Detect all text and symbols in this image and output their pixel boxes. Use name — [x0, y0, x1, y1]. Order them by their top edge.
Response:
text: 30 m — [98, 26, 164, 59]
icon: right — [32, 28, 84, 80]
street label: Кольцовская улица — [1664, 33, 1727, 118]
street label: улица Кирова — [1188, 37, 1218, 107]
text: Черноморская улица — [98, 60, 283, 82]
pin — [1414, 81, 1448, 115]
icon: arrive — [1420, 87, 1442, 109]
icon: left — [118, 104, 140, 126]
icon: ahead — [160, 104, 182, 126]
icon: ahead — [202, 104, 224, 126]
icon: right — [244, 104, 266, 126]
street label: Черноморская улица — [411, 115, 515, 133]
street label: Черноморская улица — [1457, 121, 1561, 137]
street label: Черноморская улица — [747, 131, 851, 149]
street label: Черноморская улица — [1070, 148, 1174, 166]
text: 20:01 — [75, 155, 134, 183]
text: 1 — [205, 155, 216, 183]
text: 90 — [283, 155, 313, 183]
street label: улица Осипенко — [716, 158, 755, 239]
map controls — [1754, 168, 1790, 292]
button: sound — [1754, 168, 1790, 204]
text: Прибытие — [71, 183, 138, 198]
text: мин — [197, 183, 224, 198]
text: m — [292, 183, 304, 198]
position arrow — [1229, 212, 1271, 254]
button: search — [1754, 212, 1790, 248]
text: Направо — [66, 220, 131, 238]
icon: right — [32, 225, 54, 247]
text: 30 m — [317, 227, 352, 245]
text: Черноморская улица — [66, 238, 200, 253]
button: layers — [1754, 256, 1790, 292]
★ ★ ★ ★ ★ ★ ★
Taking every line of the records in turn, count the ones holding "Черноморская", and state nothing but the number.

6